Но я навсегда благодарен Володе Саруханову за организацию этой поездки, моей первой капиталистической заграницы, непривычному ощущению свободы, какое испытал, когда поселились мы (без каких-либо сопровождающих,
В центре задуманного Сарухановым фильма (он пригласил меня сценаристом) должен был стать (и стал бы, не запей режиссер) выходец из России, точнее из Самарканда (жил там до двенадцати лет), испанец, архитектор Маноло Нуньес (под Парижем он построил комплекс муниципального жилья “Квартал Пикассо”).
Из аэропорта до гостиницы мы добрались на такси — с нами в Париж прилетели оператор Слава и директор Саша (нет-нет, не из органов, почти такой же, как Володя, разгильдяй, сын известного хоккейного тренера Новоженова) — и у себя на третьем этаже составили режиссеру компанию. Московская водка от полета еще оставалась.
Из окна номера я увидел, как на узкую нашу улочку на маленькой красной машине (позже мне объяснили, что она называется “фольксваген”) въехал герой будущего нашего фильма Маноло — действительно герой, красивый брюнет с подвешенным языком.
Мы должны были ехать к нему на ужин в Латинский квартал. На всякий случай Нуньес нас предупредил, что жена у него немка и с трудом переносит пьяных.
Мы целиком зависели от Нуньеса, но теперь уже перманентно пьяный Володя держался с ним гораздо самостоятельнее, чем в Москве или Ленинграде, где мы начинали съемки.
Начал он с возмущения унизительной для гостей демократичностью автомобиля, на котором вез нас к себе архитектор.
Нуньес пытался объяснить, что машину взял у жены-немки, она на “фольксвагене” ездит на рынок, а сам он на работу добирается велосипедом. Но Саруханов не унимался: “Я-то думал, у тебя машина, а ты на «фольксвагене»…”

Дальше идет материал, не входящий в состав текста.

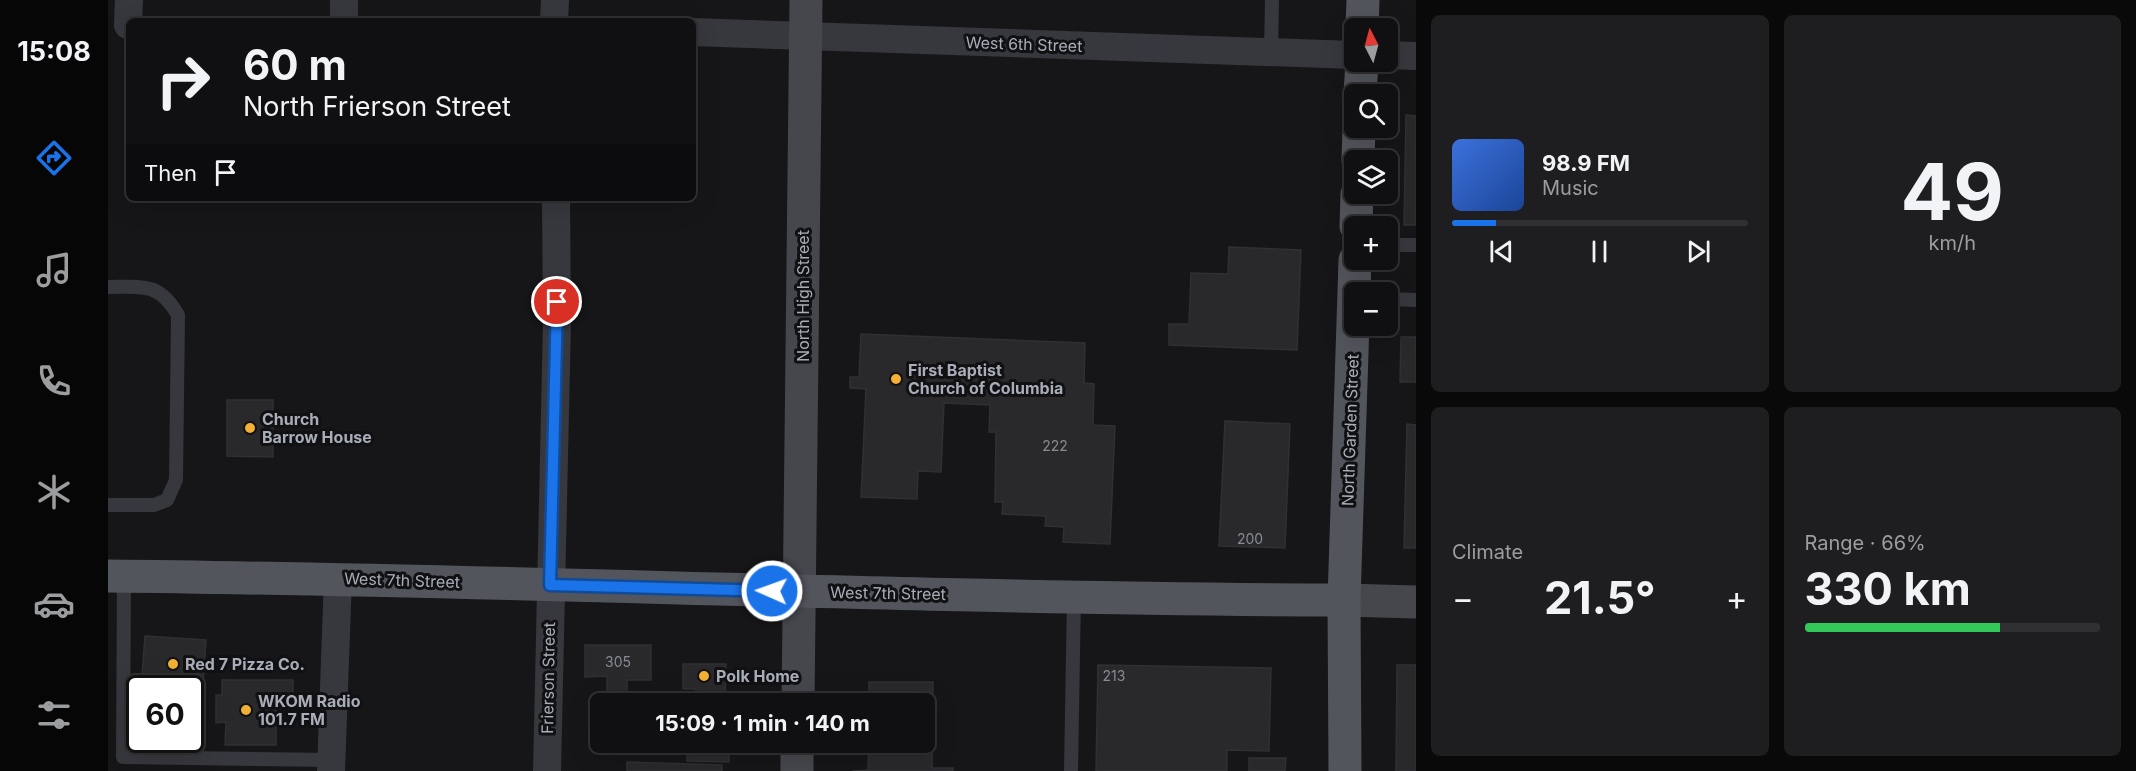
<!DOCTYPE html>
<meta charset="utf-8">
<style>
:root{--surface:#101012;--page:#1e1e20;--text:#f1f3f6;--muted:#9c9d9f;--line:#303032;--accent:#1a73e8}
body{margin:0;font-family:Inter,sans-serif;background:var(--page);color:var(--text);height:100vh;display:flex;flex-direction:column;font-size:22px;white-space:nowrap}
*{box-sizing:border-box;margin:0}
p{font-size:20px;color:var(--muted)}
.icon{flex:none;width:33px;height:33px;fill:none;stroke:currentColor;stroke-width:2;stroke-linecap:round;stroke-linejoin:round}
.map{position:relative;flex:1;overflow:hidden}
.side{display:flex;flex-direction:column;gap:15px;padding:15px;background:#09090a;width:720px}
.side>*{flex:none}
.hud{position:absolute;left:18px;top:18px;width:570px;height:183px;border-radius:9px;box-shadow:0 6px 24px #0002,0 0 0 2px var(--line);background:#101012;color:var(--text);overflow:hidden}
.needle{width:39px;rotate:354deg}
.fabs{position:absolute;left:1236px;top:18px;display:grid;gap:12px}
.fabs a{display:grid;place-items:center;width:54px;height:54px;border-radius:9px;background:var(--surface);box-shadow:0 6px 24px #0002,0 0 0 2px var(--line);font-size:30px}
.speed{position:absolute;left:18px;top:675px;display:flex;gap:12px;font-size:30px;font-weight:700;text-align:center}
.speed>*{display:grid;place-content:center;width:78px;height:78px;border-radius:50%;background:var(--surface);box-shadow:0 6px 24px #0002,0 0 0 2px var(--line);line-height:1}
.speed .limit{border:3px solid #111;border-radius:9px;background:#fff;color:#111}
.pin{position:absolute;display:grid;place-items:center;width:51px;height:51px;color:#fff;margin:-26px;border:3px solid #fff;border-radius:50%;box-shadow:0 2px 6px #0007}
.me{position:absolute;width:66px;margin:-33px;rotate:272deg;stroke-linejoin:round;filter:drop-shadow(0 0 4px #0008)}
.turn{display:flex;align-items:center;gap:21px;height:126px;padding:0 18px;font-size:27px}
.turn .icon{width:78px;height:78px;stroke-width:2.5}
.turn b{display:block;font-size:42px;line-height:51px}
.then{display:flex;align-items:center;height:57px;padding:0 18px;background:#0003;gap:12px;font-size:22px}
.big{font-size:45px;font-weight:700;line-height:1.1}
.side .tile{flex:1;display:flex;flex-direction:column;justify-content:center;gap:9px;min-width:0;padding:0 21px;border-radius:9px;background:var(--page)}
.side .dial{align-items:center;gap:0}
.dial b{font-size:78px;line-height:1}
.song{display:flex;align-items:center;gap:18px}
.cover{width:72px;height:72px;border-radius:9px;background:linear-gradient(135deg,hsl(220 70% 55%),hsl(220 70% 35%))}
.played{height:6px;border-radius:3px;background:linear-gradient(90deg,var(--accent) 15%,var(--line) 15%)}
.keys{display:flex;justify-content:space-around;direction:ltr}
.heat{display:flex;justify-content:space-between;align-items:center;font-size:33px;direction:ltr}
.charge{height:9px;border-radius:4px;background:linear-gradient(90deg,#34c759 66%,var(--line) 0)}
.side .tiles{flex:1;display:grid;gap:15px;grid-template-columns:repeat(2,1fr)}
.trip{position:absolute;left:482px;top:693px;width:345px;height:60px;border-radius:9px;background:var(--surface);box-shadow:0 6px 24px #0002,0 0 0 2px var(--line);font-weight:700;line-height:60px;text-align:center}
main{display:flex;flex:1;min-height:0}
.menu{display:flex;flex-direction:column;width:108px;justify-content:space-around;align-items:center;background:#060607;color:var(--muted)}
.menu .icon{width:42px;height:42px}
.menu .selected{color:var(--accent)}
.menu b{font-size:27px;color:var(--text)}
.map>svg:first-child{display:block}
</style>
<main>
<nav class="menu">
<b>15:08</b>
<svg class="icon selected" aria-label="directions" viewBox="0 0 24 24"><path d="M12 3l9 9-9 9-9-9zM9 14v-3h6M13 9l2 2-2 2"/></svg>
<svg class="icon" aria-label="music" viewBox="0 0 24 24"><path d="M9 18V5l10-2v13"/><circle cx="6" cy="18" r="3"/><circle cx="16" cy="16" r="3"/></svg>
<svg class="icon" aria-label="phone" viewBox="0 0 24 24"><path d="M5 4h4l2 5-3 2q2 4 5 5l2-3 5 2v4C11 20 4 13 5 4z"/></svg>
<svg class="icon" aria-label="climate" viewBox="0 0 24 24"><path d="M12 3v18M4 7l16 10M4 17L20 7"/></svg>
<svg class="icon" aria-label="car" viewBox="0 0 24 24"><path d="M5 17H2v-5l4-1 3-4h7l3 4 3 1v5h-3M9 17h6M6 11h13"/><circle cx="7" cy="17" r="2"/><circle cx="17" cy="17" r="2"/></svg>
<svg class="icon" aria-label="filters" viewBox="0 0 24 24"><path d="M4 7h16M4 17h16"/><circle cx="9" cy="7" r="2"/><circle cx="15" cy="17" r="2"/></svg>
</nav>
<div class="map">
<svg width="1308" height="771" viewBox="0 0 1308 771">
<rect width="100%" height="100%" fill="#161618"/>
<path fill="#29292c" stroke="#303034" stroke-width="1.5" d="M1298,115L1308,116V225H1296Z
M1121,247L1193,250L1189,350L1061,345V324H1081L1083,273L1120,274Z
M753,334L977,343L976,383L986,384L985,425L1007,426L1002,544L955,542L956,527L937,526L938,516L894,514L895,502H887L888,432H881L882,405L836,403L833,472L810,471L809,499L753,497L758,389L742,388V377H751Z
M1293,337H1308V382H1292Z
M119,400H165V457L119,456Z
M1117,421L1182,424L1177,548L1111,546Z
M1299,424L1308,425V548H1296Z
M37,636L98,640L93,710L82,709V688H33Z
M477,645H543V680H519V694H529V704H499V676L477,677Z
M575,664H618L617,704H588V689H575Z
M990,665L1163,668L1161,751L1119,750V771H988Z
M1289,665H1308V771H1288Z
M114,680H185V698H168V745H117L118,722L108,723V695H114Z
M761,682H825L824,768H845V771H744L760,770L761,742H816V704H761Z
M580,742L621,743V762L579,761Z
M1141,758H1178L1177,771H1141Z
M519,762L614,765V771H519Z"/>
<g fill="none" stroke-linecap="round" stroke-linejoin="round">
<path stroke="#37383d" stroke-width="14" d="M1163,52L1164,0
M1280,245H1308
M0,287C35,287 51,282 70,315L68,480L59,500L46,505H0
M1280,299L1308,300
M16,577L15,757L223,760
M963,771L966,596"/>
<path stroke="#37383d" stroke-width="28" d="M236,21V0
M446,21L447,0
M20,25L21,0
M585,32L1246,55
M1280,55L1308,56
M223,771L230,578
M439,771L449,322L448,198"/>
<path stroke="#45474d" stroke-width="33" d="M1236,600L1308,602
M690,704L698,0
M689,771V742"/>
<path stroke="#53555c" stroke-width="33" d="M1254,28L1255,0
M1252,94L1254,62
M1250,160L1251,128
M1248,226L1249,194
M0,576C412,580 824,599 1236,600
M1237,771L1236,600L1247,260"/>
</g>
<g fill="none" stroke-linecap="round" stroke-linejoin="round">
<g stroke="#114b97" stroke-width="15">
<path id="route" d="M449,302L442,585L664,591"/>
</g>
<use href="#route" stroke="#1a73e8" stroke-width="10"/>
</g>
<g fill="#f2b134" stroke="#111113" stroke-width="2">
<circle cx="788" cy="379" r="6"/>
<circle cx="142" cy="428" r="6"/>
<circle cx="65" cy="664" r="6"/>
<circle cx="596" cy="676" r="6"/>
<circle cx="138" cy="710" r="6"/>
</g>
<g text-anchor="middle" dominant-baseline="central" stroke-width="6" stroke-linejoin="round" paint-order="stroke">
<g font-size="14" fill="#888b94">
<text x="947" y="445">222</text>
<text x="1142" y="538">200</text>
<text x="510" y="661">305</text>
<text x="1006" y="675">213</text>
</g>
<g font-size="16" fill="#a8adb8" stroke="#111113">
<text transform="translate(916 44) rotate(2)">West 6th Street</text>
<text transform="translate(695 296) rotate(-90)">North High Street</text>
<text transform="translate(1242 430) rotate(-88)">North Garden Street</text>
<text transform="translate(294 580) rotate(2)">West 7th Street</text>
<text transform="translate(780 593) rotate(1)">West 7th Street</text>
<text transform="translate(440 678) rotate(-89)">Frierson Street</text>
</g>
<g font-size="16" font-weight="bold" fill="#a8adb8" stroke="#111113" text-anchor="start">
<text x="800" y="370">First Baptist<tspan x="800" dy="18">Church of Columbia</tspan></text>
<text x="154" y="419">Church<tspan x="154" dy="18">Barrow House</tspan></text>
<text x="77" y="664">Red 7 Pizza Co.</text>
<text x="608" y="676">Polk Home</text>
<text x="150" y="701">WKOM Radio<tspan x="150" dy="18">101.7 FM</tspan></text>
</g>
</g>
</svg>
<div class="fabs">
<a><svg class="needle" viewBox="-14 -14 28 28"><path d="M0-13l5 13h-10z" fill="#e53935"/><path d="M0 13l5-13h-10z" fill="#9c9d9f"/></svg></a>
<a><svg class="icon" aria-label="search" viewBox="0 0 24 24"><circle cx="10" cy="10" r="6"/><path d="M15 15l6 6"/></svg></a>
<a><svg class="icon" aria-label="layers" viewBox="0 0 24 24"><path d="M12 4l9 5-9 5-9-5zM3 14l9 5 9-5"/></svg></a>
<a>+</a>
<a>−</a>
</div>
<div class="speed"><div class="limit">60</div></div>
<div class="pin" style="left:449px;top:302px;background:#d93025"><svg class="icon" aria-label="arrive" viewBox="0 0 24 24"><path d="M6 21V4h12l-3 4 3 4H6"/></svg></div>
<svg class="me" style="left:664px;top:591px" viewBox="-20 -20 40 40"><circle r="17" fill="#1a73e8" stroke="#fff" stroke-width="3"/><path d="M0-11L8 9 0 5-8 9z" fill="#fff"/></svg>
<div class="trip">15:09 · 1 min · 140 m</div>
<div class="hud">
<div class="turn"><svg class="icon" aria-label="right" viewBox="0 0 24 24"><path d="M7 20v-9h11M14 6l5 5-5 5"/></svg><div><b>60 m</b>North Frierson Street</div></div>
<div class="then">Then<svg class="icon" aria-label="arrive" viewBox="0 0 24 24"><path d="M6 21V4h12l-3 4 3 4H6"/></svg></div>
</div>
</div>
<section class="side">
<div class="tiles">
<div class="tile">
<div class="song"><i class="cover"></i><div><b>98.9 FM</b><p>Music</p></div></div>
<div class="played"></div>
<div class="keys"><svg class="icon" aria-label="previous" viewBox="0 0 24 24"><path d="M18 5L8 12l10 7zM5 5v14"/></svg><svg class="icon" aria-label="pause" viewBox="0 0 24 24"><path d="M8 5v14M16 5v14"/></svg><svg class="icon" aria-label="next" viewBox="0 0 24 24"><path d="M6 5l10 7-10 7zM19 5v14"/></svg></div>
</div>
<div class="tile dial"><b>49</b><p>km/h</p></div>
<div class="tile"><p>Climate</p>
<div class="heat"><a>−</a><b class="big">21.5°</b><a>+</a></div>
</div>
<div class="tile"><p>Range · 66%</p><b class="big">330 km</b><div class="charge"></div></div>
</div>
</section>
</main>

И что вы думаете? Маноло повернул в обратную сторону — и мы доехали до его мастерской (это рядом с нашим посольством). Он взял свой “мерседес” — и на “мерседесе” мы поехали через Париж.
Маноло я чем-то не понравился — и в Москве, и в Ленинграде раздражал его, видимо, мой слишком авторитетный тон: знаменитые люди не любят, когда в таком тоне разговаривают с ними люди, им неизвестные.
Но в Париже, удрученный упрямым пьянством Саруханова, он неожиданно расположился ко мне и предложил вместе писать книгу (мысли, надо понимать, его, а литературная запись — моя). И мы все чаще разговаривали с ним вдвоем, что вызывало зависть у директора и оператора (Саруханов обычно спал днем в гостинице и на съемки не ездил — сбылась моя детская мечта стать режиссером).
В какой-то день Слава и Саша решили поехать на такси (или машину устроил им Маноло) поснимать парижские улицы, а меня завезли к Нуньесу — он ждал меня возле машины.
Я заметил на лобовом стекле трещинку — и сказал, изображая знатока буржуазной жизни, что у нас в Москве с “мерседесами” обращаются бережнее. “Тем более что это «БМВ»”, — заметил архитектор, и моя причастность к миру преуспевающих людей стала вызвать у него сомнение.
Все писательские дети в Переделкине превосходно водили и водят (кто жив) машину.